WHAT THE TASK REQUIRES: Among the records below, find the line that has "height:12px; margin:-6px; padding:0"; from there, give the lines again exactly, and stop after the line that has "position:absolute; left:24px; top:1318px;".

(Saved data entries)
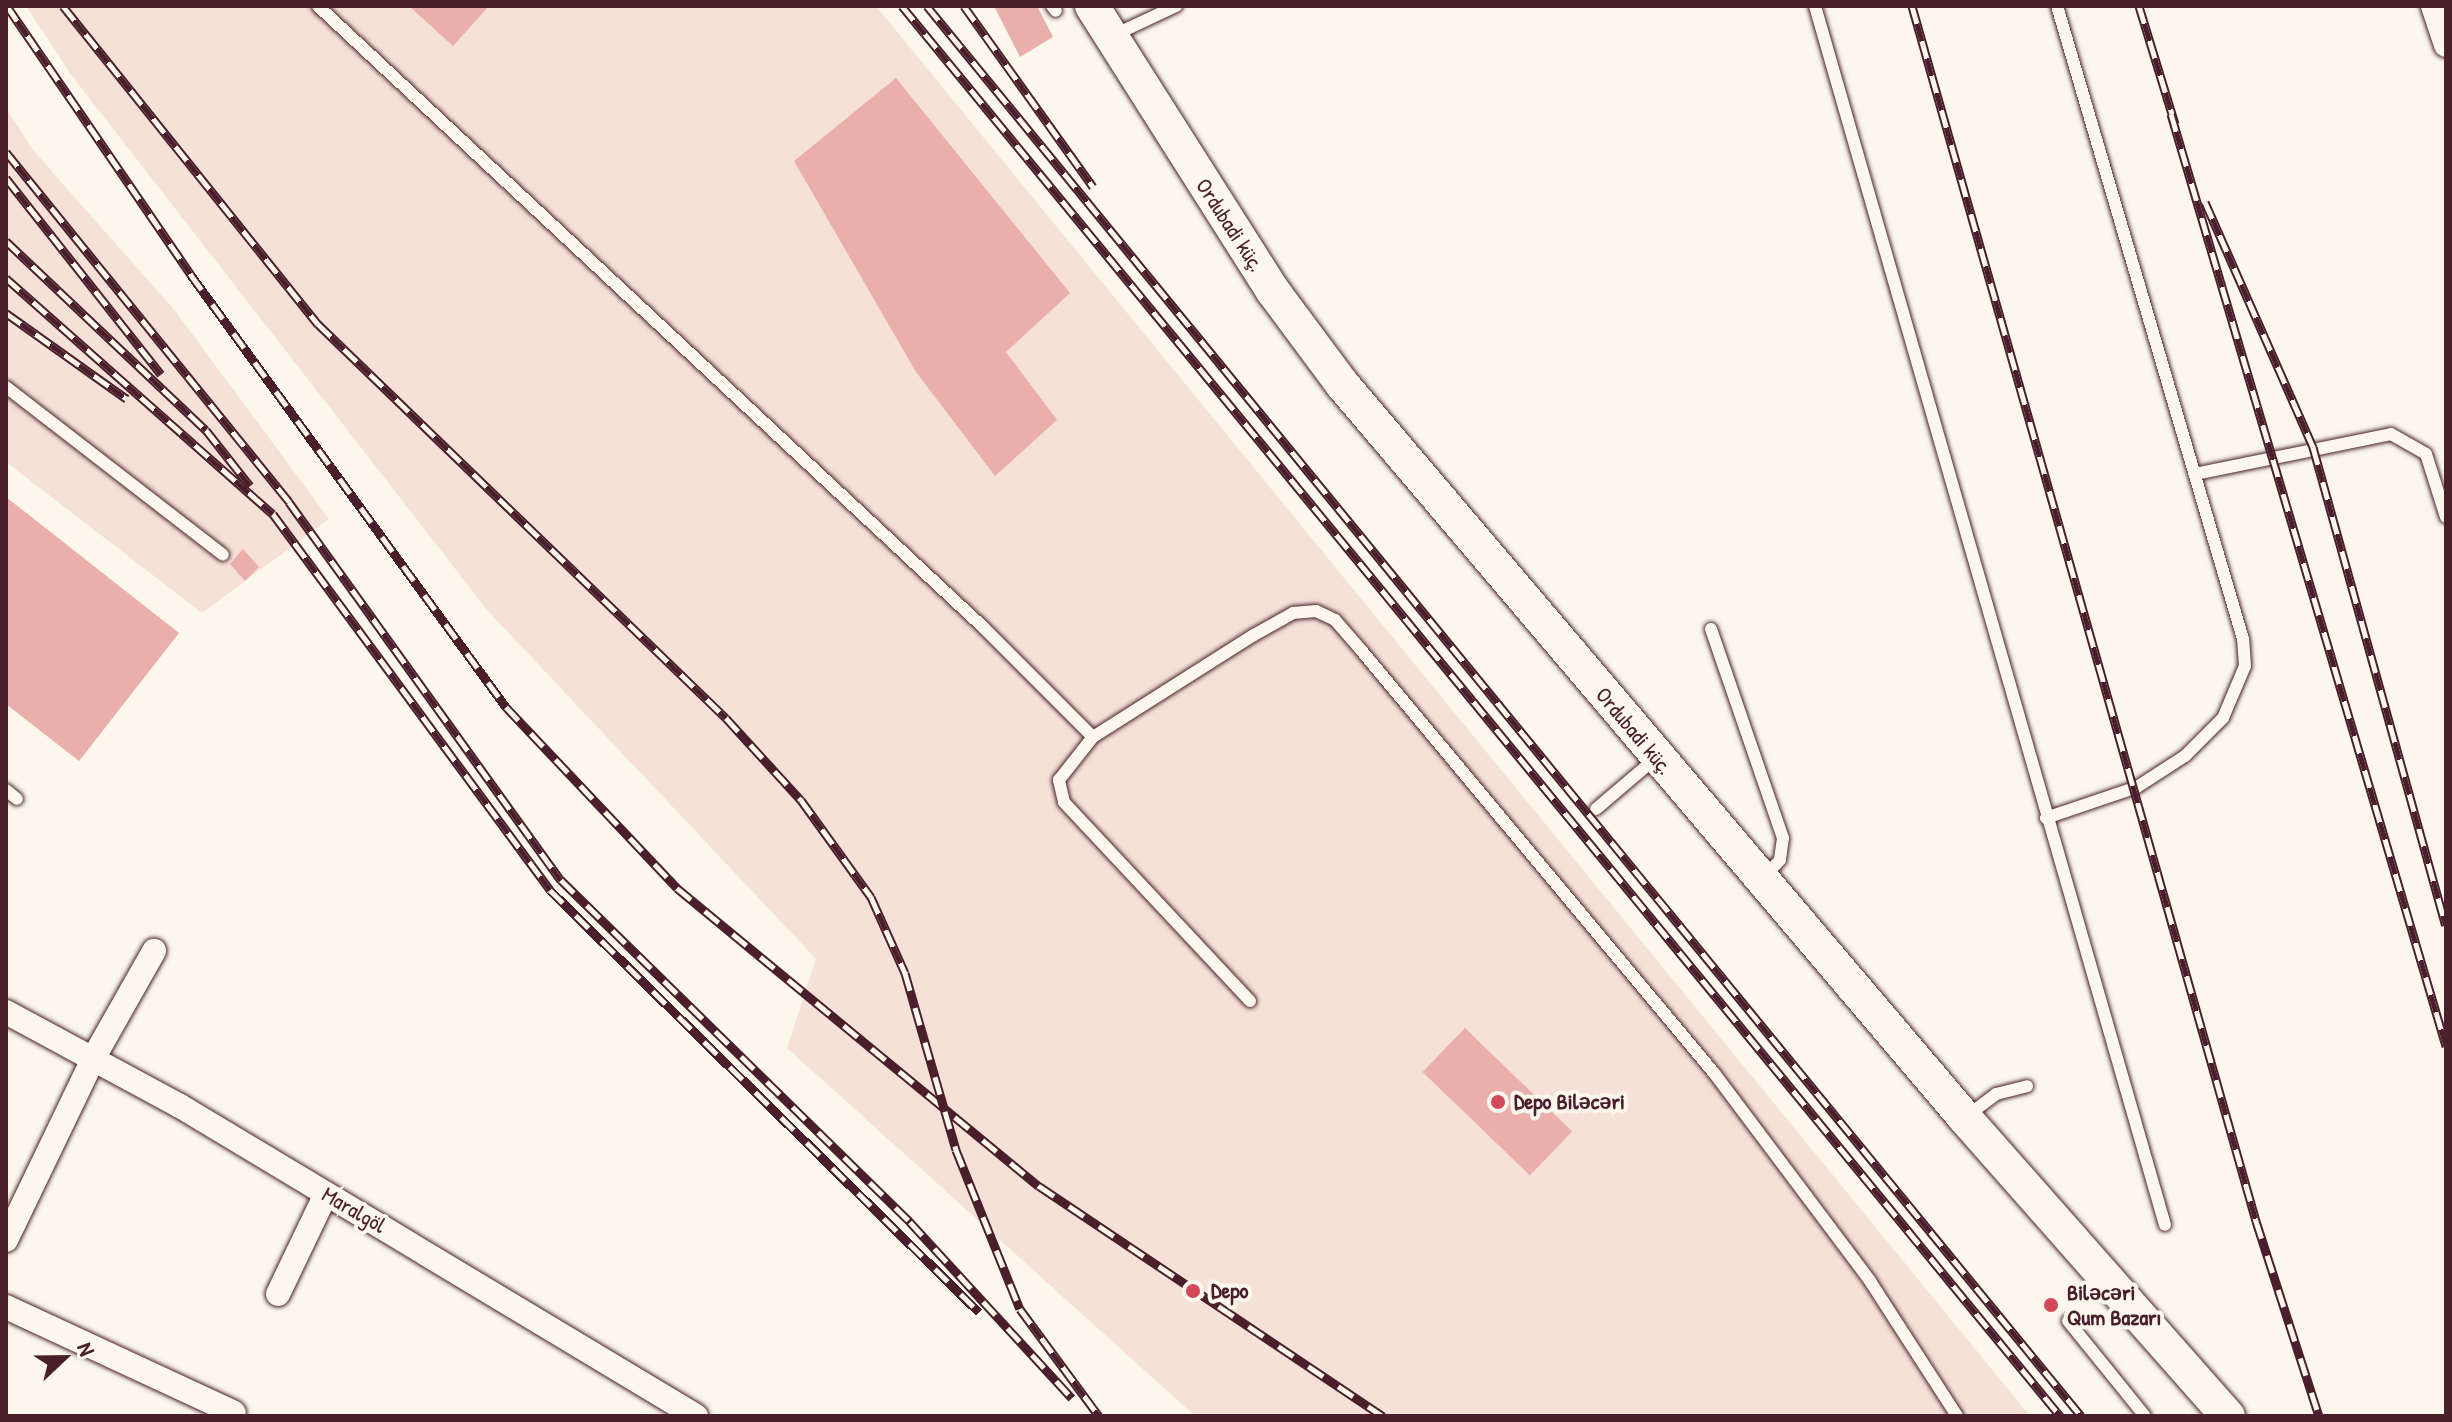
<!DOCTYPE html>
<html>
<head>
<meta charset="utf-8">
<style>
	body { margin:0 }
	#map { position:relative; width:2452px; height:1422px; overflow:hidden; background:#fbf7ec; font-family:"Patrick Hand",sans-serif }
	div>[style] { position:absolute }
	.built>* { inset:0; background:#f6e1d8 }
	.building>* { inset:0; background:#eaafab; transform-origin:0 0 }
	.roads { filter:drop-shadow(0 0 2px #4a1f2b) drop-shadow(0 0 2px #4a1f2b) }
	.service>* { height:12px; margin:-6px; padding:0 6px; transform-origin:6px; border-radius:6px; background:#fbf7ec }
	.minor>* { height:24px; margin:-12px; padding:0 12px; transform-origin:12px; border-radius:12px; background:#fbf7ec }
	.secondary>* { height:34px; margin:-17px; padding:0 17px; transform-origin:17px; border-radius:17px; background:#fbf7ec }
	.rail>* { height:9px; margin-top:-4.5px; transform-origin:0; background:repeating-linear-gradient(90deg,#fbf7ec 0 18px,#4a1f2b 0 36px); box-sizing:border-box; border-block:2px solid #4a1f2b }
	.dots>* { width:22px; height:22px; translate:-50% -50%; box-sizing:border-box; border:4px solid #fbf7ec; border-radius:50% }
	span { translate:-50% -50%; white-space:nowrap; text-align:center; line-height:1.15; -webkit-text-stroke:8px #fbf7ec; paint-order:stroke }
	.street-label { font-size:22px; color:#4a1f2b }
	.poi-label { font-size:22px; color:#4a1f2b; font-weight:700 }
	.left { translate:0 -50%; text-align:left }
	.frame { position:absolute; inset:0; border:8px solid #4a1f2b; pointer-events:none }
	.north { position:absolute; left:24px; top:1318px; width:80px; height:80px; -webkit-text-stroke:6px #fbf7ec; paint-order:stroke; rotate:68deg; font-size:22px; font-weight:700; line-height:32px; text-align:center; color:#4a1f2b }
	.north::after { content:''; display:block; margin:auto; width:28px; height:36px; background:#4a1f2b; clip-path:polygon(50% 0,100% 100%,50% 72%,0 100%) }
</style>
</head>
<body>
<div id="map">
	<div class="built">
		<div style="clip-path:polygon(26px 6px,876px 6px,2030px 1416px,1195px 1416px,787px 1048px,816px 959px,488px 611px,72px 76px)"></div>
		<div style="clip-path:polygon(6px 108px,33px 150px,176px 312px,329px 519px,202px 613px,6px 462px)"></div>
	</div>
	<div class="building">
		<div style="clip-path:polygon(409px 6px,489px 6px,453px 46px)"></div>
		<div style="clip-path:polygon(994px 6px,1037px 6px,1053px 37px,1020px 57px)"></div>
		<div style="clip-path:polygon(896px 78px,1070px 293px,1006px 352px,1057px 420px,995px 476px,916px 372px,794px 161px)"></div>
		<div style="clip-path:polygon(6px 497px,179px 633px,79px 761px,6px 704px)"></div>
		<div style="clip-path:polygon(243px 549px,259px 567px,245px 581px,230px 564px)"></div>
		<div style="left:1465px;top:1028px;width:149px;height:61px;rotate:44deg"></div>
	</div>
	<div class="roads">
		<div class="service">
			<div style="left:318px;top:6px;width:911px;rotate:43.04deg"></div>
			<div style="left:984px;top:628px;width:154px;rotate:45deg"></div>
			<div style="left:1052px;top:6px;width:6px;rotate:51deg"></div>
			<div style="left:1815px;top:6px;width:1268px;rotate:73.98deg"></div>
			<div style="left:1112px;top:36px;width:71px;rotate:-25.1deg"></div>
			<div style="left:6px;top:387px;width:274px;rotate:37.7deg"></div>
			<div style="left:2195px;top:474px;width:200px;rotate:-11.5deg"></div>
			<div style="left:2391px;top:434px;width:40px;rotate:29.7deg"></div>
			<div style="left:2426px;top:454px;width:66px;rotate:72.4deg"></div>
			<div style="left:1711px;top:629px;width:221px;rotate:71deg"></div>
			<div style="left:1783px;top:838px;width:22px;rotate:98deg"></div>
			<div style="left:1780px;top:860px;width:25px;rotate:133deg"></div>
			<div style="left:6px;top:790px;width:14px;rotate:39deg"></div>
			<div style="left:1596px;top:809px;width:80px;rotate:-40.4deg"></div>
			<div style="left:2046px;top:818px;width:96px;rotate:-18.8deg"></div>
			<div style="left:2137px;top:787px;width:57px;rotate:-32.9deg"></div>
			<div style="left:2185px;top:756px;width:54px;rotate:-45deg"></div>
			<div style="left:2223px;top:718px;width:56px;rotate:-67.1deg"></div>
			<div style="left:2245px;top:666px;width:27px;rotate:-94deg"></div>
			<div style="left:2243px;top:639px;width:660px;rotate:-106.37deg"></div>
			<div style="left:1250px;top:1001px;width:272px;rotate:-133.1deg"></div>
			<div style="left:1064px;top:802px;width:23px;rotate:-103deg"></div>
			<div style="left:1059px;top:780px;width:55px;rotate:-51.7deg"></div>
			<div style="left:1093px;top:737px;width:191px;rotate:-32.4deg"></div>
			<div style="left:1254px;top:635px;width:45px;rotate:-29.4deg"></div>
			<div style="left:1293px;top:613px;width:23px;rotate:-5deg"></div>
			<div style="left:1316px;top:611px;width:21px;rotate:25deg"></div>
			<div style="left:1335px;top:620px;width:40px;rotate:49deg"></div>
			<div style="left:1361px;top:650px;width:551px;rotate:50.15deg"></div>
			<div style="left:1714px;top:1073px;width:260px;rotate:53.1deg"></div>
			<div style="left:1870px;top:1281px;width:161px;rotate:57.2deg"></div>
			<div style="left:1967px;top:1116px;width:36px;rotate:-37deg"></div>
			<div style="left:1996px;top:1094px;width:32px;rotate:-14deg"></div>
			<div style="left:2068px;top:1321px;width:122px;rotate:51deg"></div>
		</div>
		<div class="minor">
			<div style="left:2433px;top:6px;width:41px;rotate:71.6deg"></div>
			<div style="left:6px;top:1012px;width:198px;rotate:28.4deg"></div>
			<div style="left:180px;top:1106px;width:602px;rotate:31deg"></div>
			<div style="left:6px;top:1240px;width:203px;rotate:-64.3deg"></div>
			<div style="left:94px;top:1057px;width:122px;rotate:-60.5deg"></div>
			<div style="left:278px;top:1294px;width:111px;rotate:-64.4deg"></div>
			<div style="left:6px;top:1307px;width:251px;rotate:24.9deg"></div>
		</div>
		<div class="secondary">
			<div style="left:1092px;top:6px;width:338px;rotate:57.6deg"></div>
			<div style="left:1273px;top:291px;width:116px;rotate:53.4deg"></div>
			<div style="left:1342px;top:384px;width:961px;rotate:49.68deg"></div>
			<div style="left:1964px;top:1117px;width:399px;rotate:48.6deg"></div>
		</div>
	</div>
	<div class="rail">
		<div style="left:7px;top:6px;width:326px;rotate:55.6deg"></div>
		<div style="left:191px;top:275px;width:535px;rotate:53.9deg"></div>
		<div style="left:506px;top:707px;width:249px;rotate:46.6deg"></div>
		<div style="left:677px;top:888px;width:469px;rotate:39.5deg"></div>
		<div style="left:1039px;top:1186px;width:414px;rotate:33.8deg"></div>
		<div style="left:63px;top:6px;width:408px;rotate:51.3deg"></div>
		<div style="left:318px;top:324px;width:567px;rotate:44deg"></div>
		<div style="left:726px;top:718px;width:111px;rotate:47.6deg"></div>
		<div style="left:801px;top:800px;width:120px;rotate:54.2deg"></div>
		<div style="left:871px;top:897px;width:83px;rotate:65.9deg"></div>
		<div style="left:905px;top:973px;width:184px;rotate:73.9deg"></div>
		<div style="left:956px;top:1150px;width:171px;rotate:68.1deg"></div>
		<div style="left:1020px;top:1309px;width:133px;rotate:53.6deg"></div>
		<div style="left:902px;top:6px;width:1825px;rotate:50.6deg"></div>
		<div style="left:927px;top:6px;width:1822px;rotate:50.7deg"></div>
		<div style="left:964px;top:6px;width:222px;rotate:54.5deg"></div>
		<div style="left:1912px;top:6px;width:1263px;rotate:74.19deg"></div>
		<div style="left:2256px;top:1221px;width:205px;rotate:72.1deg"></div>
		<div style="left:2139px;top:6px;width:123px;rotate:73deg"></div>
		<div style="left:2171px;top:114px;width:972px;rotate:73.56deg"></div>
		<div style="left:6px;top:152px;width:450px;rotate:51deg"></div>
		<div style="left:289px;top:502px;width:466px;rotate:54.3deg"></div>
		<div style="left:561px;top:880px;width:489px;rotate:44.4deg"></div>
		<div style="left:910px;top:1222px;width:239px;rotate:47.4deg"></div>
		<div style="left:6px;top:178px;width:250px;rotate:51.7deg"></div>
		<div style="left:2205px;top:202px;width:268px;rotate:66.2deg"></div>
		<div style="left:2313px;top:447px;width:496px;rotate:74.5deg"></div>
		<div style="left:6px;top:241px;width:275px;rotate:43.4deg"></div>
		<div style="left:206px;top:430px;width:71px;rotate:51.8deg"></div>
		<div style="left:6px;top:278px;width:356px;rotate:41.5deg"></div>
		<div style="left:273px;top:514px;width:467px;rotate:53.6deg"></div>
		<div style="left:550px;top:890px;width:602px;rotate:44.53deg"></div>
		<div style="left:6px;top:313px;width:148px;rotate:35.4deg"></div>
	</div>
	<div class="dots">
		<div style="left:1498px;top:1102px;background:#d1495b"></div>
		<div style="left:1193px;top:1291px;background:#d1495b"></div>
		<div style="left:2051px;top:1305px;background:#d1495b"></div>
	</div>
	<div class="street-label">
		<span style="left:1230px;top:225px;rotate:57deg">Ordubadi küç.</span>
		<span style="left:1634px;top:731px;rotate:50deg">Ordubadi küç.</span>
		<span style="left:354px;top:1210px;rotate:30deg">Maralgöl</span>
	</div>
	<div class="poi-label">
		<span class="left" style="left:1514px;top:1102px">Depo Biləcəri</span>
		<span class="left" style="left:1211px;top:1291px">Depo</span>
		<span class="left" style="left:2067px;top:1305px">Biləcəri<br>Qum Bazarı</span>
	</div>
	<div class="frame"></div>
	<div class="north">N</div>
</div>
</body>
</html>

PROBLEM SOLUTION:
	.service>* { height:12px; margin:-6px; padding:0 6px; transform-origin:6px; border-radius:6px; background:#fbf7ec }
	.minor>* { height:24px; margin:-12px; padding:0 12px; transform-origin:12px; border-radius:12px; background:#fbf7ec }
	.secondary>* { height:34px; margin:-17px; padding:0 17px; transform-origin:17px; border-radius:17px; background:#fbf7ec }
	.rail>* { height:9px; margin-top:-4.5px; transform-origin:0; background:repeating-linear-gradient(90deg,#fbf7ec 0 18px,#4a1f2b 0 36px); box-sizing:border-box; border-block:2px solid #4a1f2b }
	.dots>* { width:22px; height:22px; translate:-50% -50%; box-sizing:border-box; border:4px solid #fbf7ec; border-radius:50% }
	span { translate:-50% -50%; white-space:nowrap; text-align:center; line-height:1.15; -webkit-text-stroke:8px #fbf7ec; paint-order:stroke }
	.street-label { font-size:22px; color:#4a1f2b }
	.poi-label { font-size:22px; color:#4a1f2b; font-weight:700 }
	.left { translate:0 -50%; text-align:left }
	.frame { position:absolute; inset:0; border:8px solid #4a1f2b; pointer-events:none }
	.north { position:absolute; left:24px; top:1318px; width:80px; height:80px; -webkit-text-stroke:6px #fbf7ec; paint-order:stroke; rotate:68deg; font-size:22px; font-weight:700; line-height:32px; text-align:center; color:#4a1f2b }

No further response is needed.